Por certo, os casos em que a licença ambiental pode ser invalidada são muitos, não sendo possível elencar todos. Mas, seguindo uma sistemática tendente à delimitar as circunstâncias de revogação, anulação e cassação, a Resolução CONAMA no. 237 entendeu por bem, aponta-las, o que pode evidenciar a natureza de licença administrativa e afastar a de autorização já que, se autorização fosse, não haveria motivo para apontar circunstâncias ou limites à oportunidade e conveniência. Vejamos a norma:
Art. 19 – O órgão ambiental competente, mediante decisão motivada, poderá modificar os condicionantes e as medidas de controle e adequação, suspender ou cancelar uma licença expedida, quando ocorrer:
I - Violação ou inadequação de quaisquer condicionantes ou normas legais.
II - Omissão ou falsa descrição de informações relevantes que subsidiaram a expedição da licença.
III - superveniência de graves riscos ambientais e de saúde. (BRASIL, 1997)
Importa notar, que refere-se, o dispositivo transcrito, de modificação das condicionantes, suspensão ou cancelamento da licença, mas o que se observa, é que trata-se, conforme conclui Farias (2013, p. 156) exatamente das formas de invalidação já explanadas.
Exemplo para o primeiro caso, descrito no inciso I, é facilmente perceptível se imaginarmos uma industria de produtos alimentícios que recebe uma licença de operação na qual conste a condição se ser apresentada, periodicamente, uma análise da qualidade da água utilizada para a respectiva produção e, sem que nunca tenha apresentado o documento, recebe uma fiscalização, estando sua licença no prazo de validade.
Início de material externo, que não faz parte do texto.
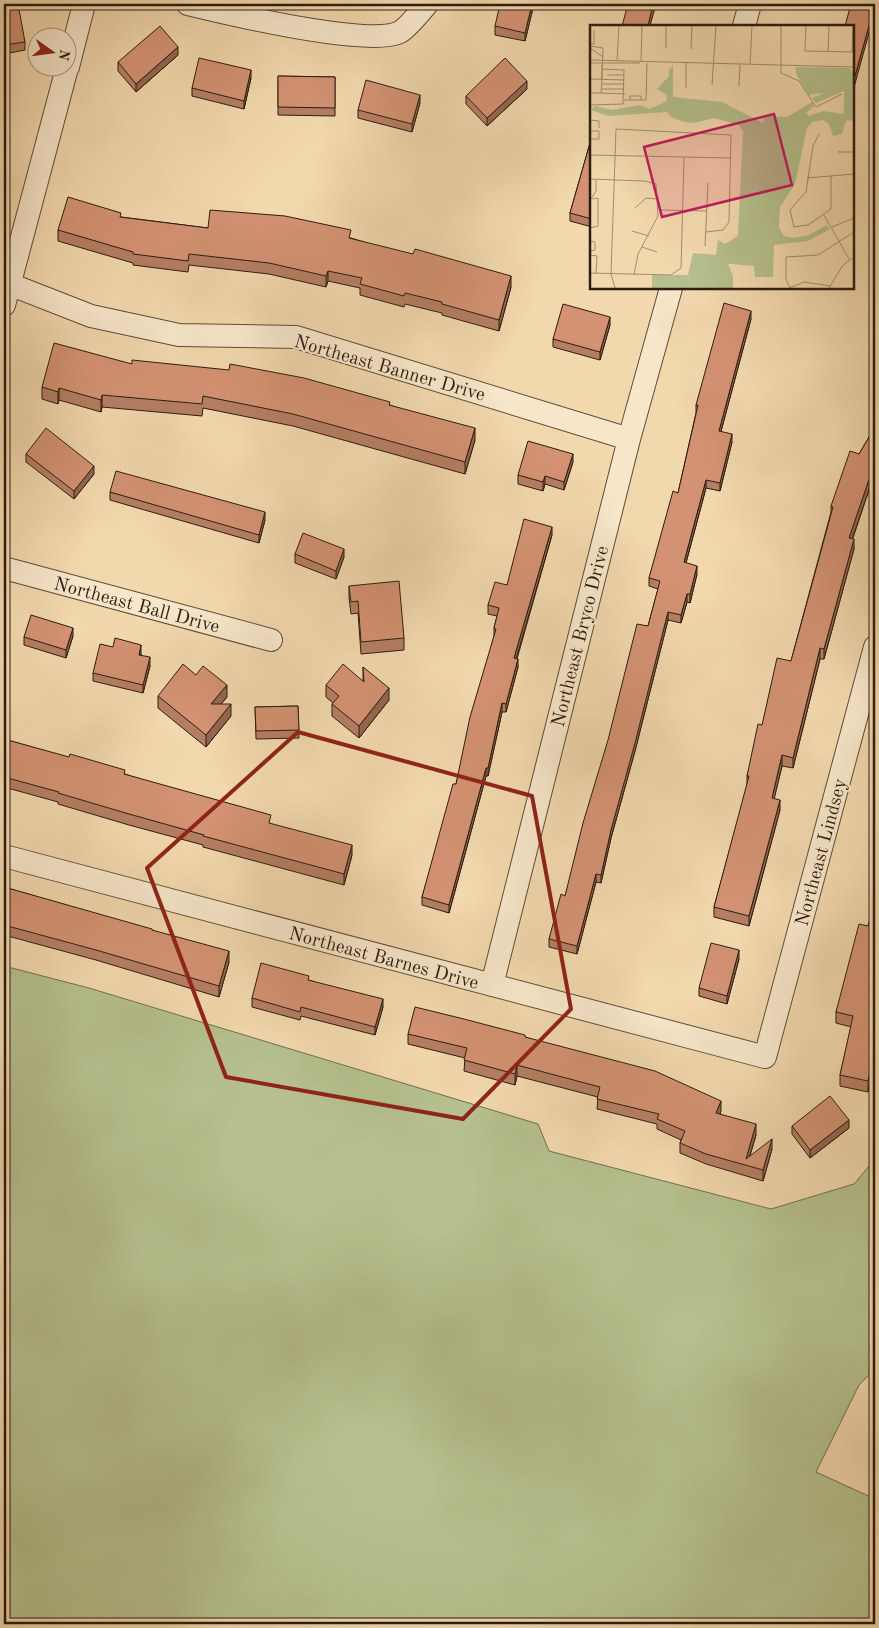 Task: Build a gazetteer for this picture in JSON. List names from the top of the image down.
{
  "streets": {
    "street": [
      "Northeast Banner Drive",
      "Northeast Ball Drive",
      "Northeast Bryco Drive",
      "Northeast Lindsey",
      "Northeast Barnes Drive"
    ]
  },
  "crossings": [
    ["Northeast Banner Drive", "Northeast Bryco Drive"],
    ["Northeast Bryco Drive", "Northeast Barnes Drive"],
    ["Northeast Lindsey", "Northeast Barnes Drive"]
  ],
  "north": "right"
} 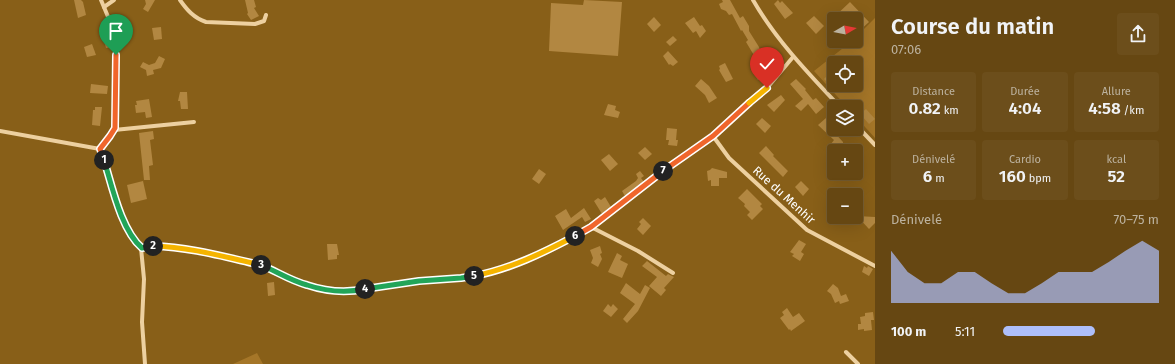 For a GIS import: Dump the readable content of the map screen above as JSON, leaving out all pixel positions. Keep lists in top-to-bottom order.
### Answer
{
  "streets": {
    "street": ["Rue du Menhir"]
  },
  "north": "right",
  "page": {
    "heading": ["Course du matin", "07:06"],
    "map_buttons": ["+", "−"],
    "stats": [
      ["Distance", "0.82 km"],
      ["Durée", "4:04"],
      ["Allure", "4:58 /km"],
      ["Dénivelé", "6 m"],
      ["Cardio", "160 bpm"],
      ["kcal", "52"]
    ],
    "pins": [
      "1",
      "7",
      "6",
      "2",
      "3",
      "5",
      "4"
    ],
    "chart": ["Dénivelé", "70–75 m"],
    "list": [
      {
        "name": "100 m",
        "note": "5:11"
      }
    ]
  }
}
Ora, parece certo que ocorrerá a cassação.
Para ilustrar o inciso II, imaginemos um empreendimento imobiliário construído em Área de Preservação Permanente - APP, ou outra não passível de ocupação, para o qual a licença só foi expedida porque houve falsa informação na exata localização do imóvel. O caso será de anulação.
E como exemplo do inciso III, tomemos uma industria química que utiliza um produto de tinturaria novo no mercado, para o qual se descobre, algum tempo depois da expedição da licença, porém ainda dentro do prazo de validade desta, tratar-se de produto altamente nocivo mesmo da forma como está sendo usado. A licença será revogada ou, na terminologia utilizada pela própria norma, cancelada.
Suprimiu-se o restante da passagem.